O Projeto de Lei 2813/26 estabelece que eventos climáticos extremos ligados ao El Niño possam ser reconhecidos como situações de emergência ou calamidade pública, conforme a Política Nacional de Proteção e Defesa Civil (Lei 12.608/12). A análise considera a intensidade, o alcance dos impactos, a disponibilidade de serviços públicos essenciais e a capacidade de resposta governamental.
Atualmente em análise na Câmara dos Deputados, o projeto é de autoria da deputada licenciada Renata Abreu (SP).
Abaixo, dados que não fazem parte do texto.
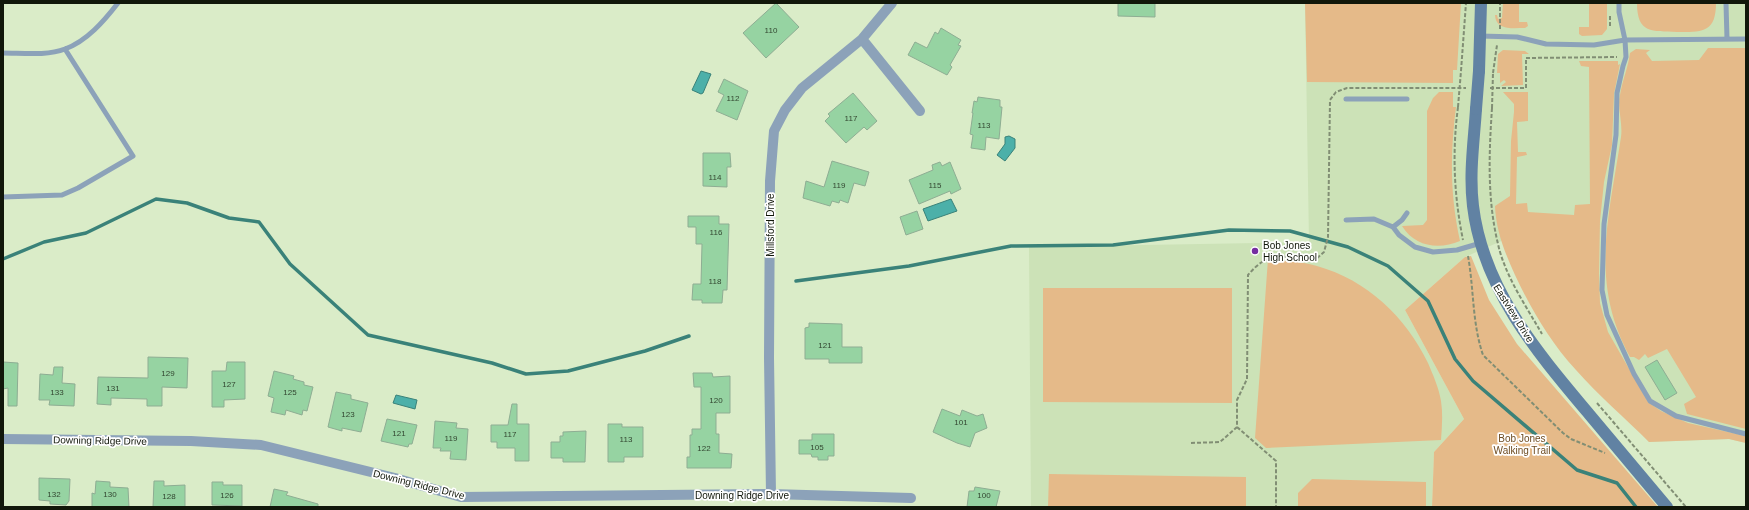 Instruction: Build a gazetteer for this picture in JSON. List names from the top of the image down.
{
  "streets": {
    "street": ["Millsford Drive", "Eastview Drive", "Downing Ridge Drive"]
  },
  "crossings": [
    ["Millsford Drive", "Downing Ridge Drive"]
  ],
  "parks": ["Bob Jones Walking Trail"],
  "places": ["Bob Jones High School"],
  "house_numbers": [
    "110",
    "112",
    "117",
    "113",
    "114",
    "119",
    "115",
    "116",
    "118",
    "121",
    "129",
    "127",
    "131",
    "133",
    "125",
    "120",
    "123",
    "101",
    "121",
    "117",
    "119",
    "113",
    "105",
    "122",
    "132",
    "130",
    "126",
    "100",
    "128"
  ]
} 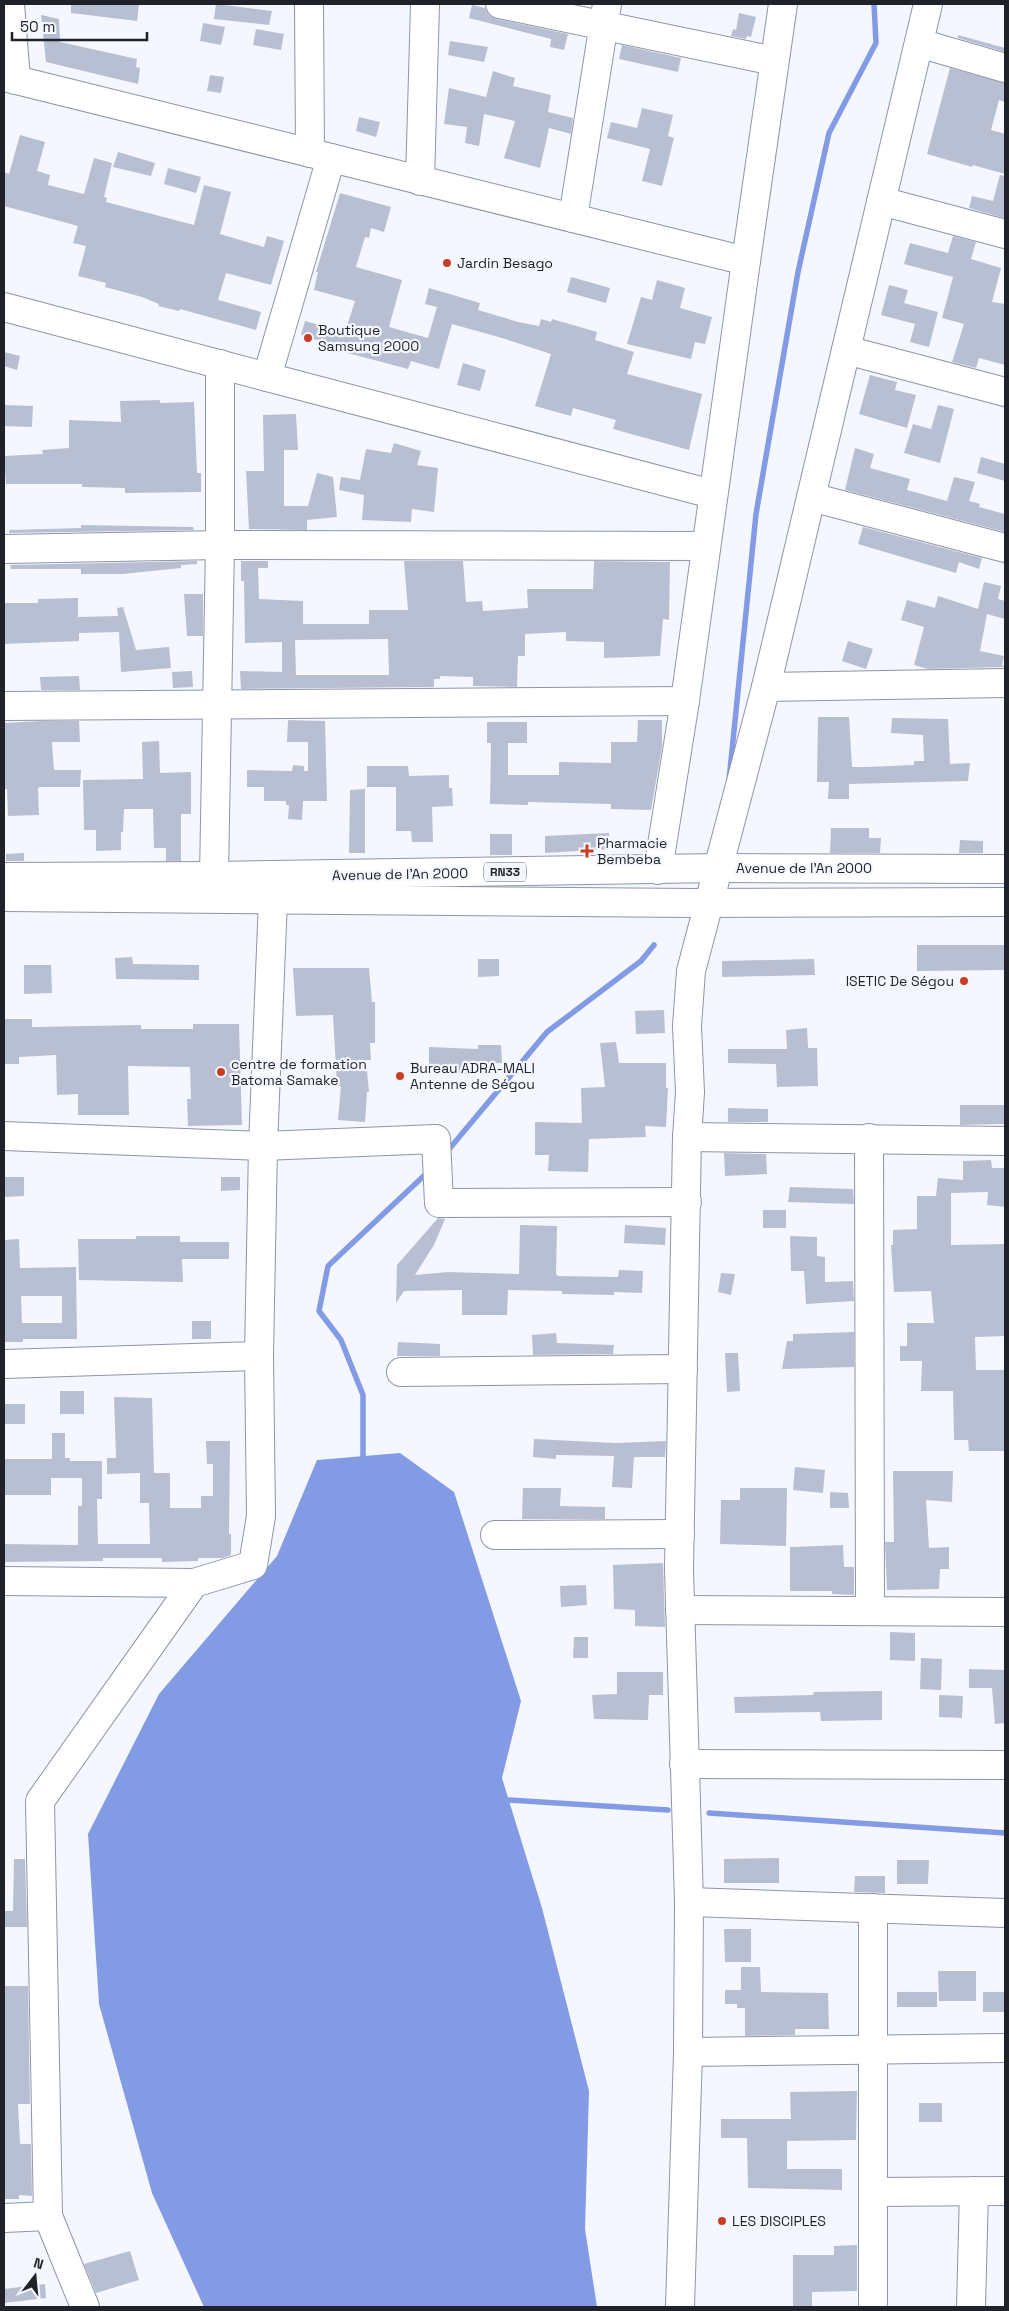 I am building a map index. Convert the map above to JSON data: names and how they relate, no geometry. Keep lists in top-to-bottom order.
{
  "streets": {
    "street": ["Avenue de l'An 2000", "RN33"]
  },
  "places": {
    "other": [
      "Jardin Besago",
      "Boutique Samsung 2000",
      "ISETIC De Ségou",
      "centre de formation Batoma Samake",
      "Bureau ADRA-MALI Antenne de Ségou",
      "LES DISCIPLES"
    ],
    "health": ["Pharmacie Bembeba"]
  },
  "scale_bar": "50 m",
  "north": "top"
} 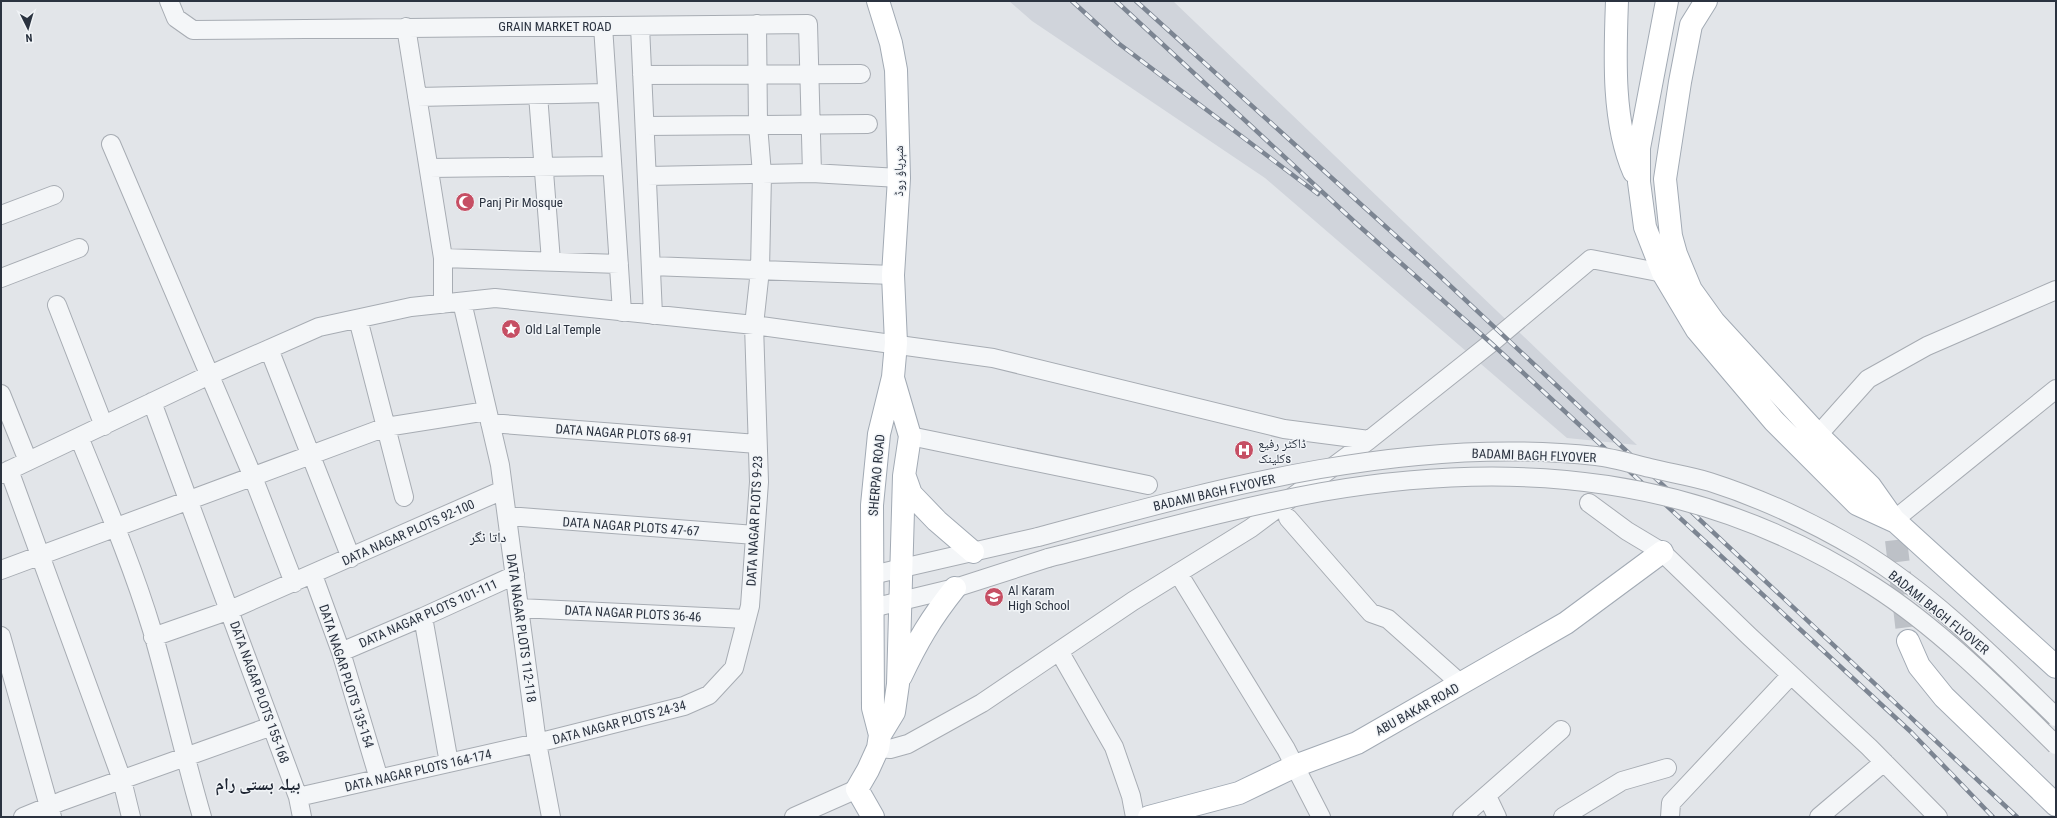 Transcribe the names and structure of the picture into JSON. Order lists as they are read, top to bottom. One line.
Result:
{"streets":{"main road":["شېرپاؤ روڈ","SHERPAO ROAD","ABU BAKAR ROAD"],"street":["GRAIN MARKET ROAD","DATA NAGAR PLOTS 68-91","BADAMI BAGH FLYOVER","DATA NAGAR PLOTS 9-23","DATA NAGAR PLOTS 47-67","DATA NAGAR PLOTS 92-100","DATA NAGAR PLOTS 101-111","DATA NAGAR PLOTS 36-46","DATA NAGAR PLOTS 112-118","DATA NAGAR PLOTS 135-154","DATA NAGAR PLOTS 155-168","DATA NAGAR PLOTS 24-34","DATA NAGAR PLOTS 164-174"]},"crossings":[["GRAIN MARKET ROAD","DATA NAGAR PLOTS 9-23"],["شېرپاؤ روڈ","SHERPAO ROAD"],["DATA NAGAR PLOTS 68-91","DATA NAGAR PLOTS 9-23"],["DATA NAGAR PLOTS 68-91","DATA NAGAR PLOTS 112-118"],["DATA NAGAR PLOTS 68-91","DATA NAGAR PLOTS 155-168"],["BADAMI BAGH FLYOVER","SHERPAO ROAD"],["DATA NAGAR PLOTS 9-23","DATA NAGAR PLOTS 47-67"],["DATA NAGAR PLOTS 9-23","DATA NAGAR PLOTS 36-46"],["DATA NAGAR PLOTS 9-23","DATA NAGAR PLOTS 24-34"],["DATA NAGAR PLOTS 47-67","DATA NAGAR PLOTS 112-118"],["DATA NAGAR PLOTS 92-100","DATA NAGAR PLOTS 112-118"],["DATA NAGAR PLOTS 92-100","DATA NAGAR PLOTS 135-154"],["DATA NAGAR PLOTS 92-100","DATA NAGAR PLOTS 155-168"],["DATA NAGAR PLOTS 101-111","DATA NAGAR PLOTS 112-118"],["DATA NAGAR PLOTS 101-111","DATA NAGAR PLOTS 135-154"],["DATA NAGAR PLOTS 36-46","DATA NAGAR PLOTS 112-118"],["DATA NAGAR PLOTS 112-118","DATA NAGAR PLOTS 24-34"],["DATA NAGAR PLOTS 112-118","DATA NAGAR PLOTS 164-174"],["DATA NAGAR PLOTS 135-154","DATA NAGAR PLOTS 164-174"],["DATA NAGAR PLOTS 155-168","DATA NAGAR PLOTS 164-174"],["DATA NAGAR PLOTS 24-34","DATA NAGAR PLOTS 164-174"]],"districts":["داتا نگر","بیلہ بستی رام"],"places":{"mosque":["Panj Pir Mosque"],"place":["Old Lal Temple"],"hospital":["ڈاکٹر رفیع کلینکs"],"school or university":["Al Karam High School"]},"north":"bottom"}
De acordo com dados na justificativa, dois terços dos municípios têm baixa capacidade para responder a eventos extremos.
Renata Abreu destaca a necessidade do país avançar de ações isoladas para uma política sólida de prevenção, resposta e recuperação.
O objetivo do projeto é criar um marco legal que organize a atuação do governo frente a essas ocorrências climáticas extremas, afirma a deputada.
Quando a emergência ou calamidade for reconhecida, o projeto permite maior flexibilidade nas medidas administrativas, orçamentárias e financeiras, conforme a Lei de Responsabilidade Fiscal (Lei Complementar 101/00).
Ações previstas
- Assistência humanitária, com abrigos, alimentação, água potável e serviços básicos para as populações afetadas.
- Proteção ambiental e animal, incluindo o resgate e atendimento veterinário emergencial, criação de abrigos temporários e apoio a órgãos ambientais e entidades especializadas.
- Prevenção e recuperação estruturadas em três fases: prevenção e mitigação; resposta emergencial; e recuperação e reconstrução.
A prevenção aborda planejamento, monitoramento e redução de riscos; a resposta inclui evacuação, socorro e distribuição de suprimentos; a recuperação oferece suporte técnico e financeiro para restaurar as condições sociais e ambientais.
O projeto também prevê a participação de representantes da União, estados, Distrito Federal, municípios, comunidade científica, especialistas e organizações da sociedade civil no planejamento e avaliação das políticas para enfrentar eventos climáticos extremos.
Próximos passos
O texto tem caráter conclusivo e será analisado pelas comissões de Meio Ambiente e Desenvolvimento Sustentável; Integração Nacional e Desenvolvimento Regional; Finanças e Tributação; e Constituição e Justiça e de Cidadania. Para vigorar como lei, precisa ser aprovado pela Câmara e pelo Senado.